EXERCISE DATA Start Marker

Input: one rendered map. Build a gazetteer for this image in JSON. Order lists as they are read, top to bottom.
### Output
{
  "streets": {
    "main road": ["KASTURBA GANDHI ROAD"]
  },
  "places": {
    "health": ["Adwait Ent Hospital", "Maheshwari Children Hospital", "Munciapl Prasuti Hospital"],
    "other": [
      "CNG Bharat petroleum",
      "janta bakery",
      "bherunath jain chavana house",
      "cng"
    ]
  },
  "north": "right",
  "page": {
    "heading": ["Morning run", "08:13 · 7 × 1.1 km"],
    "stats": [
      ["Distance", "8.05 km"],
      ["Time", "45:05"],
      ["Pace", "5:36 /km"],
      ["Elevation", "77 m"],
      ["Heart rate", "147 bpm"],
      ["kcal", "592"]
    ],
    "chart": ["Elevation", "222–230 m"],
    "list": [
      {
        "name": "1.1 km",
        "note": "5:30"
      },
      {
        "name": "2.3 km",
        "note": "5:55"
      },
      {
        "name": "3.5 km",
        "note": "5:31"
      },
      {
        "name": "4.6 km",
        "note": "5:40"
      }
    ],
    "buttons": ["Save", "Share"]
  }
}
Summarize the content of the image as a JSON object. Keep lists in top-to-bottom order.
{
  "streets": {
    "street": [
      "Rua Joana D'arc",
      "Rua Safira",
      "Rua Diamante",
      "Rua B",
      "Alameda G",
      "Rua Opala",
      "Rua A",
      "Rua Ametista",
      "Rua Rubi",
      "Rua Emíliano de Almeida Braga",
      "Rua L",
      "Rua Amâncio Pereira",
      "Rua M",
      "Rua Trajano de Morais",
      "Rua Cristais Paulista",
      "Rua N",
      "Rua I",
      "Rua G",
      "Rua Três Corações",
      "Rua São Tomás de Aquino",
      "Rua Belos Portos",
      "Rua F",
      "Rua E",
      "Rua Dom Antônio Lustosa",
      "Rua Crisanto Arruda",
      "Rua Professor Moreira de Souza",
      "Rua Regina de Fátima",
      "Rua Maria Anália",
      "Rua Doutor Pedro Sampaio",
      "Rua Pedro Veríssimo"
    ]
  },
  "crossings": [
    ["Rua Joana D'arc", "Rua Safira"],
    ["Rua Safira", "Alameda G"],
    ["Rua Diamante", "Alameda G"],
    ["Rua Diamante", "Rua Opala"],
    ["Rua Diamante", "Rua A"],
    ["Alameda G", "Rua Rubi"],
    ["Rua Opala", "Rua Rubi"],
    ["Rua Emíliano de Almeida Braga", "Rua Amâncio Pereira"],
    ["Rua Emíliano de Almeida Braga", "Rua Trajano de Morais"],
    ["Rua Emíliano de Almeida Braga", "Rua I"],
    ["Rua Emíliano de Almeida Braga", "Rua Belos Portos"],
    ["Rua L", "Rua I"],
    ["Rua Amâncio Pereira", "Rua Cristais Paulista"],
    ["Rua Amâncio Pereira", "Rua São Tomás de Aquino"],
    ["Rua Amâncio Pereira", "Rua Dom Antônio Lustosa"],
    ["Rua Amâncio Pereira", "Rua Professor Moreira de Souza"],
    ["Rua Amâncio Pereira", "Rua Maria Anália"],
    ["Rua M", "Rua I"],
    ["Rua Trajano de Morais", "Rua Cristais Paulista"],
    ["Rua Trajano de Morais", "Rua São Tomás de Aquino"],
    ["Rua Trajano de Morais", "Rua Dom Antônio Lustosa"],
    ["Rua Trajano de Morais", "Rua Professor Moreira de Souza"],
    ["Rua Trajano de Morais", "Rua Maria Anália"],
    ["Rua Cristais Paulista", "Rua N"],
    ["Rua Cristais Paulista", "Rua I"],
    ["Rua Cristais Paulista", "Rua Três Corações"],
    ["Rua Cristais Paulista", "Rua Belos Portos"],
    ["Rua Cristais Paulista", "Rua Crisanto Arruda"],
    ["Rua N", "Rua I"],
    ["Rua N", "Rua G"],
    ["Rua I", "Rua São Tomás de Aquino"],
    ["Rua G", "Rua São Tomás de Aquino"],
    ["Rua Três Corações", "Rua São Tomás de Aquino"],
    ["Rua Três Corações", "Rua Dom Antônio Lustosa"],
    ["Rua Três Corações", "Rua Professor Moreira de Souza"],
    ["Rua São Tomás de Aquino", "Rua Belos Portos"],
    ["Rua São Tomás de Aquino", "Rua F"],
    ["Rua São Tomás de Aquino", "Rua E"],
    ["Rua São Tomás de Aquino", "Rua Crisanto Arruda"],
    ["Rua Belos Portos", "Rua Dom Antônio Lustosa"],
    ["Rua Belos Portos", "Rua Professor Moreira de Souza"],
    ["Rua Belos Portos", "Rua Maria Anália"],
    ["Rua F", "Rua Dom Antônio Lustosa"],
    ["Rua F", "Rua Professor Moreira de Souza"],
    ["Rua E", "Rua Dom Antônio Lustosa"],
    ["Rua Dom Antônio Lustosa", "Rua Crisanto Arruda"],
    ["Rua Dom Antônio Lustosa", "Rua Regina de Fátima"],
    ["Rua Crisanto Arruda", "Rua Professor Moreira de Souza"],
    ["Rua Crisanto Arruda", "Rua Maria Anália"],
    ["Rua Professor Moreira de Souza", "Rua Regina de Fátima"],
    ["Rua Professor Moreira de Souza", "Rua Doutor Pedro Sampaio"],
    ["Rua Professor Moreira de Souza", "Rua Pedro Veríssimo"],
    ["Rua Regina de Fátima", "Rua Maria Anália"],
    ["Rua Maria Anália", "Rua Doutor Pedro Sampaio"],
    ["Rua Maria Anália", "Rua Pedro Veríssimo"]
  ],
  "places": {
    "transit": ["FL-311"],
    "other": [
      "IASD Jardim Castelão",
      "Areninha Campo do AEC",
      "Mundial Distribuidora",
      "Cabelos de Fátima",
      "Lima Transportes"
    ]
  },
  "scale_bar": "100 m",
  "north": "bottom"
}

EXERCISE DATA End Marker

EXERCISE OBJECTIVE. Print the listing exactly. Every line must match.

OUTPUT BELOW.
Input: one rendered map. Build a gazetteer for this image in JSON. Order lists as they are read, top to bottom.
### Output
{
  "streets": {
    "main road": ["KASTURBA GANDHI ROAD"]
  },
  "places": {
    "health": ["Adwait Ent Hospital", "Maheshwari Children Hospital", "Munciapl Prasuti Hospital"],
    "other": [
      "CNG Bharat petroleum",
      "janta bakery",
      "bherunath jain chavana house",
      "cng"
    ]
  },
  "north": "right",
  "page": {
    "heading": ["Morning run", "08:13 · 7 × 1.1 km"],
    "stats": [
      ["Distance", "8.05 km"],
      ["Time", "45:05"],
      ["Pace", "5:36 /km"],
      ["Elevation", "77 m"],
      ["Heart rate", "147 bpm"],
      ["kcal", "592"]
    ],
    "chart": ["Elevation", "222–230 m"],
    "list": [
      {
        "name": "1.1 km",
        "note": "5:30"
      },
      {
        "name": "2.3 km",
        "note": "5:55"
      },
      {
        "name": "3.5 km",
        "note": "5:31"
      },
      {
        "name": "4.6 km",
        "note": "5:40"
      }
    ],
    "buttons": ["Save", "Share"]
  }
}
Summarize the content of the image as a JSON object. Keep lists in top-to-bottom order.
{
  "streets": {
    "street": [
      "Rua Joana D'arc",
      "Rua Safira",
      "Rua Diamante",
      "Rua B",
      "Alameda G",
      "Rua Opala",
      "Rua A",
      "Rua Ametista",
      "Rua Rubi",
      "Rua Emíliano de Almeida Braga",
      "Rua L",
      "Rua Amâncio Pereira",
      "Rua M",
      "Rua Trajano de Morais",
      "Rua Cristais Paulista",
      "Rua N",
      "Rua I",
      "Rua G",
      "Rua Três Corações",
      "Rua São Tomás de Aquino",
      "Rua Belos Portos",
      "Rua F",
      "Rua E",
      "Rua Dom Antônio Lustosa",
      "Rua Crisanto Arruda",
      "Rua Professor Moreira de Souza",
      "Rua Regina de Fátima",
      "Rua Maria Anália",
      "Rua Doutor Pedro Sampaio",
      "Rua Pedro Veríssimo"
    ]
  },
  "crossings": [
    ["Rua Joana D'arc", "Rua Safira"],
    ["Rua Safira", "Alameda G"],
    ["Rua Diamante", "Alameda G"],
    ["Rua Diamante", "Rua Opala"],
    ["Rua Diamante", "Rua A"],
    ["Alameda G", "Rua Rubi"],
    ["Rua Opala", "Rua Rubi"],
    ["Rua Emíliano de Almeida Braga", "Rua Amâncio Pereira"],
    ["Rua Emíliano de Almeida Braga", "Rua Trajano de Morais"],
    ["Rua Emíliano de Almeida Braga", "Rua I"],
    ["Rua Emíliano de Almeida Braga", "Rua Belos Portos"],
    ["Rua L", "Rua I"],
    ["Rua Amâncio Pereira", "Rua Cristais Paulista"],
    ["Rua Amâncio Pereira", "Rua São Tomás de Aquino"],
    ["Rua Amâncio Pereira", "Rua Dom Antônio Lustosa"],
    ["Rua Amâncio Pereira", "Rua Professor Moreira de Souza"],
    ["Rua Amâncio Pereira", "Rua Maria Anália"],
    ["Rua M", "Rua I"],
    ["Rua Trajano de Morais", "Rua Cristais Paulista"],
    ["Rua Trajano de Morais", "Rua São Tomás de Aquino"],
    ["Rua Trajano de Morais", "Rua Dom Antônio Lustosa"],
    ["Rua Trajano de Morais", "Rua Professor Moreira de Souza"],
    ["Rua Trajano de Morais", "Rua Maria Anália"],
    ["Rua Cristais Paulista", "Rua N"],
    ["Rua Cristais Paulista", "Rua I"],
    ["Rua Cristais Paulista", "Rua Três Corações"],
    ["Rua Cristais Paulista", "Rua Belos Portos"],
    ["Rua Cristais Paulista", "Rua Crisanto Arruda"],
    ["Rua N", "Rua I"],
    ["Rua N", "Rua G"],
    ["Rua I", "Rua São Tomás de Aquino"],
    ["Rua G", "Rua São Tomás de Aquino"],
    ["Rua Três Corações", "Rua São Tomás de Aquino"],
    ["Rua Três Corações", "Rua Dom Antônio Lustosa"],
    ["Rua Três Corações", "Rua Professor Moreira de Souza"],
    ["Rua São Tomás de Aquino", "Rua Belos Portos"],
    ["Rua São Tomás de Aquino", "Rua F"],
    ["Rua São Tomás de Aquino", "Rua E"],
    ["Rua São Tomás de Aquino", "Rua Crisanto Arruda"],
    ["Rua Belos Portos", "Rua Dom Antônio Lustosa"],
    ["Rua Belos Portos", "Rua Professor Moreira de Souza"],
    ["Rua Belos Portos", "Rua Maria Anália"],
    ["Rua F", "Rua Dom Antônio Lustosa"],
    ["Rua F", "Rua Professor Moreira de Souza"],
    ["Rua E", "Rua Dom Antônio Lustosa"],
    ["Rua Dom Antônio Lustosa", "Rua Crisanto Arruda"],
    ["Rua Dom Antônio Lustosa", "Rua Regina de Fátima"],
    ["Rua Crisanto Arruda", "Rua Professor Moreira de Souza"],
    ["Rua Crisanto Arruda", "Rua Maria Anália"],
    ["Rua Professor Moreira de Souza", "Rua Regina de Fátima"],
    ["Rua Professor Moreira de Souza", "Rua Doutor Pedro Sampaio"],
    ["Rua Professor Moreira de Souza", "Rua Pedro Veríssimo"],
    ["Rua Regina de Fátima", "Rua Maria Anália"],
    ["Rua Maria Anália", "Rua Doutor Pedro Sampaio"],
    ["Rua Maria Anália", "Rua Pedro Veríssimo"]
  ],
  "places": {
    "transit": ["FL-311"],
    "other": [
      "IASD Jardim Castelão",
      "Areninha Campo do AEC",
      "Mundial Distribuidora",
      "Cabelos de Fátima",
      "Lima Transportes"
    ]
  },
  "scale_bar": "100 m",
  "north": "bottom"
}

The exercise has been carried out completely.